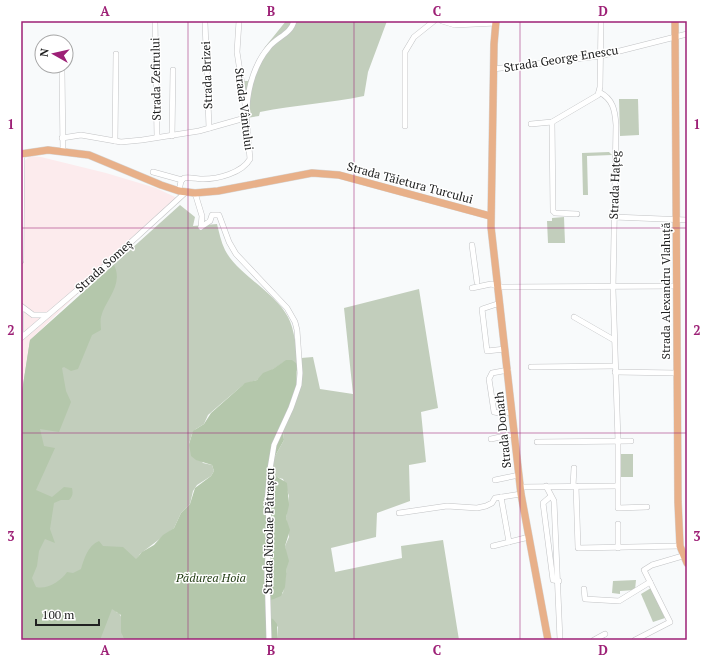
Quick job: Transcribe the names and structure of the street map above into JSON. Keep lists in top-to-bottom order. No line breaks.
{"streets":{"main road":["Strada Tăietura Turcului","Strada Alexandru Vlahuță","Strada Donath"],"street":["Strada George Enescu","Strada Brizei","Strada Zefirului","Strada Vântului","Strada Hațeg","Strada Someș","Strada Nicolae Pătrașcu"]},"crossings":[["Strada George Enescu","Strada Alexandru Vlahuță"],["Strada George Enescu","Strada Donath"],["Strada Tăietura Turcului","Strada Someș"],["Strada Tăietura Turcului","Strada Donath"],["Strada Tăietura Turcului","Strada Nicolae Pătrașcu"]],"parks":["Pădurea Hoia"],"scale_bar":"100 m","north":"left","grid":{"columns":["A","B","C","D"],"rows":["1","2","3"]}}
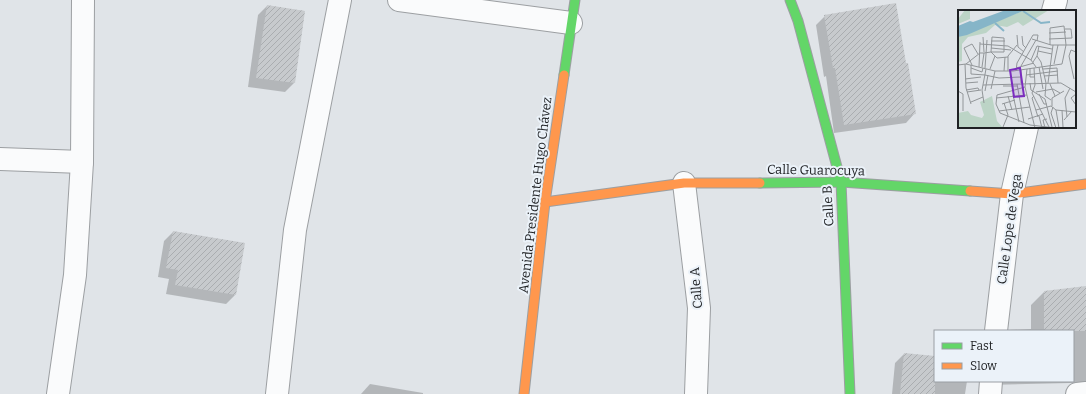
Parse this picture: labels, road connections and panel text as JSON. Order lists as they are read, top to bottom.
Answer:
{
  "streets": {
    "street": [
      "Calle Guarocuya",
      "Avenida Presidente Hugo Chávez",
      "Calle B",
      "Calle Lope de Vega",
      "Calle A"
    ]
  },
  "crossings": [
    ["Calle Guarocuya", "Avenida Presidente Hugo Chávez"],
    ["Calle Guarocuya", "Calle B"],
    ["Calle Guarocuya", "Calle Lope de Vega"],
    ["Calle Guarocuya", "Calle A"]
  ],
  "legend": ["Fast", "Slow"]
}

- - -

- **What the task asks**
Repeat the material above word for word; no images go in the copy.

- **Exercise response**
Quick job: Transcribe the names and structure of the street map above into JSON. Keep lists in top-to-bottom order. No line breaks.
{"streets":{"main road":["Strada Tăietura Turcului","Strada Alexandru Vlahuță","Strada Donath"],"street":["Strada George Enescu","Strada Brizei","Strada Zefirului","Strada Vântului","Strada Hațeg","Strada Someș","Strada Nicolae Pătrașcu"]},"crossings":[["Strada George Enescu","Strada Alexandru Vlahuță"],["Strada George Enescu","Strada Donath"],["Strada Tăietura Turcului","Strada Someș"],["Strada Tăietura Turcului","Strada Donath"],["Strada Tăietura Turcului","Strada Nicolae Pătrașcu"]],"parks":["Pădurea Hoia"],"scale_bar":"100 m","north":"left","grid":{"columns":["A","B","C","D"],"rows":["1","2","3"]}}
Parse this picture: labels, road connections and panel text as JSON. Order lists as they are read, top to bottom.
Answer:
{
  "streets": {
    "street": [
      "Calle Guarocuya",
      "Avenida Presidente Hugo Chávez",
      "Calle B",
      "Calle Lope de Vega",
      "Calle A"
    ]
  },
  "crossings": [
    ["Calle Guarocuya", "Avenida Presidente Hugo Chávez"],
    ["Calle Guarocuya", "Calle B"],
    ["Calle Guarocuya", "Calle Lope de Vega"],
    ["Calle Guarocuya", "Calle A"]
  ],
  "legend": ["Fast", "Slow"]
}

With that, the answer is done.